Ruby and duck typing: design by contract impossible?

问题

Method signature in Java:

public List<String> getFilesIn(List<File> directories)

similar one in ruby

def get_files_in(directories)

In the case of Java, the type system gives me information about what the method expects and delivers. In Ruby's case, I have no clue what I'm supposed to pass in, or what I'll expect to receive.

In Java, the object must formally implement the interface. In Ruby, the object being passed in must respond to whatever methods are called in the method defined here.

This seems highly problematic:

Even with 100% accurate, up-to-date documentation, the Ruby code has to essentially expose its implementation, breaking encapsulation. "OO purity" aside, this would seem to be a maintenance nightmare.
The Ruby code gives me no clue what's being returned; I would have to essentially experiment, or read the code to find out what methods the returned object would respond to.

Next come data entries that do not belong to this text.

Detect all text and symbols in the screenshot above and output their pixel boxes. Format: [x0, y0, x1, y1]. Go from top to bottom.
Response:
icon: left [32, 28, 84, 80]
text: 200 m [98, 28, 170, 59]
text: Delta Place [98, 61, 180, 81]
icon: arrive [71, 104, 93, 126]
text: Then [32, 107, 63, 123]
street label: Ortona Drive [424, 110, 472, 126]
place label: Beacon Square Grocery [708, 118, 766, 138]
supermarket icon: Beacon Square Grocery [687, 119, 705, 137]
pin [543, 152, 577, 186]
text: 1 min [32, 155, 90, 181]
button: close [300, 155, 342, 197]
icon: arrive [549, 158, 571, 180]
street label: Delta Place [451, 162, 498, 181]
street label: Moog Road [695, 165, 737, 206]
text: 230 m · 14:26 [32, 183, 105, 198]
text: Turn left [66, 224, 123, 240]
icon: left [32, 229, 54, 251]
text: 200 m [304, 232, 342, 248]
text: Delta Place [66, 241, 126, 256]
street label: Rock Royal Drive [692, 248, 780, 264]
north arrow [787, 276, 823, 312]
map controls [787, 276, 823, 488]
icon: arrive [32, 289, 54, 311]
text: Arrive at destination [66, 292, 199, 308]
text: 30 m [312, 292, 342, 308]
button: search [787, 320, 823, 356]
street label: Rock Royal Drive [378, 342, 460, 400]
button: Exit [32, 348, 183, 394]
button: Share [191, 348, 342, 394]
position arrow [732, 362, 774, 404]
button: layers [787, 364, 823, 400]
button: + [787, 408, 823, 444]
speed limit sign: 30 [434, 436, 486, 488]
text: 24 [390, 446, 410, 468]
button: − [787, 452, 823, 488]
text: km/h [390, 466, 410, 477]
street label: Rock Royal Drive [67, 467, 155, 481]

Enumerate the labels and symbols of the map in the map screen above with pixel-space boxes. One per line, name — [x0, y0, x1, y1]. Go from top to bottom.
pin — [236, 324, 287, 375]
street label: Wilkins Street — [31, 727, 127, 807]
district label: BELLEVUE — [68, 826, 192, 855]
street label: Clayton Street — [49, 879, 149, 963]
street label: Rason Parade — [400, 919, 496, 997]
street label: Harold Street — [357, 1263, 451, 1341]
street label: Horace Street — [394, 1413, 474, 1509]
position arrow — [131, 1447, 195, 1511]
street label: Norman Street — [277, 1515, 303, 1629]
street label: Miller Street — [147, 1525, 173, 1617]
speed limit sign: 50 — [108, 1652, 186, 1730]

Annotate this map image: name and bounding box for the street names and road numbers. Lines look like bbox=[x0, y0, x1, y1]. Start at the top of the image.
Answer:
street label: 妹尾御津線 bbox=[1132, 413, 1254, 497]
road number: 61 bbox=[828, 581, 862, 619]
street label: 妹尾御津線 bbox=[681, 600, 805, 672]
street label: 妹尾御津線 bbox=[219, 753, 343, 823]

Not looking to debate static typing vs duck typing, but looking to understand how you maintain a production system where you have almost no ability to design by contract.

Update

No one has really addressed the exposure of a method's internal implementation via documentation that this approach requires. Since there are no interfaces, if I'm not expecting a particular type, don't I have to itemize every method I might call so that the caller knows what can be passed in? Or is this just an edge case that doesn't really come up?

回答1:

What it comes down to is that get_files_in is a bad name in Ruby - let me explain.

In java/C#/C++, and especially in objective C, the function arguments are part of the name. In ruby they are not.
The fancy term for this is Method Overloading, and it's enforced by the compiler.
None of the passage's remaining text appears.